More about the UABB and about “Migratory Shenzhen Scenes: Cánjírén and Precariat Space”:
The 2017 Shenzhen/Hong Kong Bi-City Biennial of Urbanism/Architecture (UABB) is among the world’s most prestigious exhibition venues for showcasing new architecture and design. Opening in December 2017, the UABB is thematically organized around “Villages in the City” and “Urban Villages” of Shenzhen. In fact, the exhibition itself will be located in several of Shenzhen’s urban villages. Urban villages are a unique environmental phenomenon of China’s rapid urbanization. The high-speed urbanization of Chinese cities, such as Shenzhen, effectively surround what were smaller village enclaves. Urban villages exist as a series of alternative spaces distributed throughout the more “normative” city, and are home to migrant workers, known in China as the liudeng renkou, or “floating population”. Urban villages operate in very different ways- economically, spatially and socially- in comparison with the rest of the city. The exhibition attracts an international audience upwards of 250,000 visitors to the exhibition sites in the villages including architects, designers, developers, scholars, visionaries and thought leaders.
As Co-Founders and Co-Directors of BASE Beijing- an experimental laboratory for architecture, design and urbanism, Robert Adams, and the team of Robert Mangurian and Mary-Ann Ray have undertaken research in China, respectively, in Disability Culture and Urban Villages. The UABB 2017 curatorial team has invited Adams, Mangurian and Ray as one of a select number of international teams to undertake an ambitious project to contribute to the exhibition, and this project lends an opportunity to coalesce these two branches of research into a single high profile project and exhibition.
The specific project proposal first develops a correspondence with people living in the urban villages in order to understand the intricacies of everyday practices in this space. Like a pageant, or migratory theater, a series of spatial augmentations are distributed throughout the village. These spatial devices will be designed and constructed by the team in collaboration with local Shenzhen urban village residents, and with faculty and students from the Hong Kong University, Shenzhen University, and University of Michigan. The first phase of the project engages urban villagers, cánjírén [disabled persons], migrants, and other precariat residents of Shenzhen’s Urban Villages to document and record narratives and histories of their yet untold stories. These spatial props occupy the streets and public spaces of the urban villages, and stages a series of actions based upon these stories.

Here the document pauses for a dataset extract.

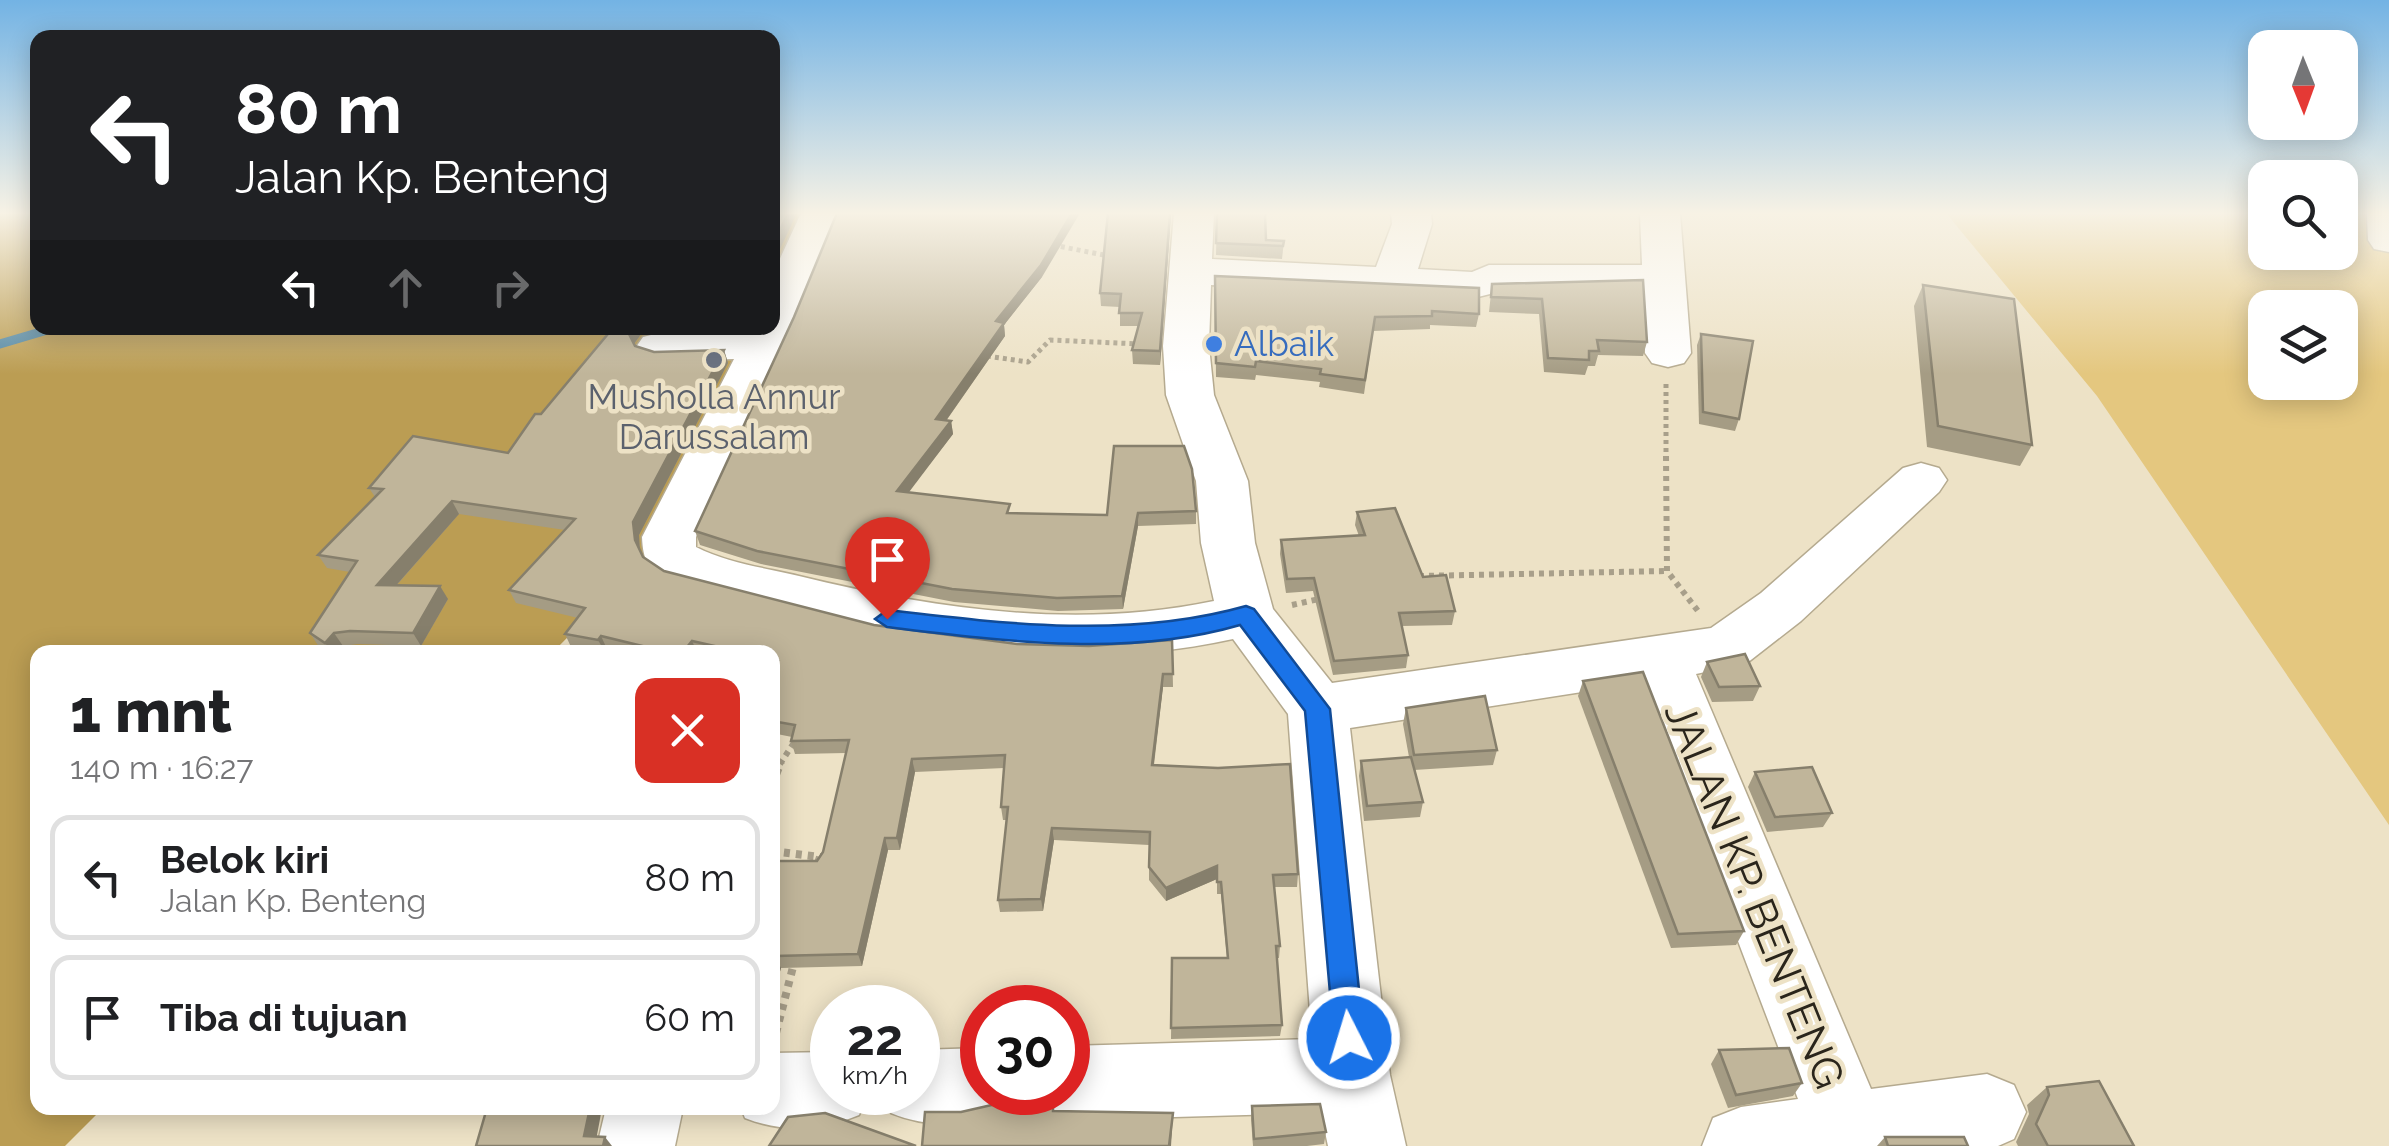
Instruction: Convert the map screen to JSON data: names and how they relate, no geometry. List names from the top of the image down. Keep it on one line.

The work draws out forms of innovation, and the unique ways people inventively practice domestic and civic space, to reveal the invisible narratives that offer new potential for architecture. The design team approaches the project with a series of presuppositions that can be described in the following ways. Instead of viewing urban villages as poor and transient places of squalor and social problems, this project focuses on the aspects of the urban villages that make them vital and lively urban environments that continue to act as social ladders for former farmers, persons with disabilities, and rural to urban migrants. Rather than seeing rural to urban migrants solely as a source of unskilled labor, urban villagers are sought out and engaged based on talents in design, making, and the everyday performance of urban life practices. This project focuses on drawing out new forms of creative energy that exist within disability culture that pose insightful and provocative questions regarding public life in this 21st century global city.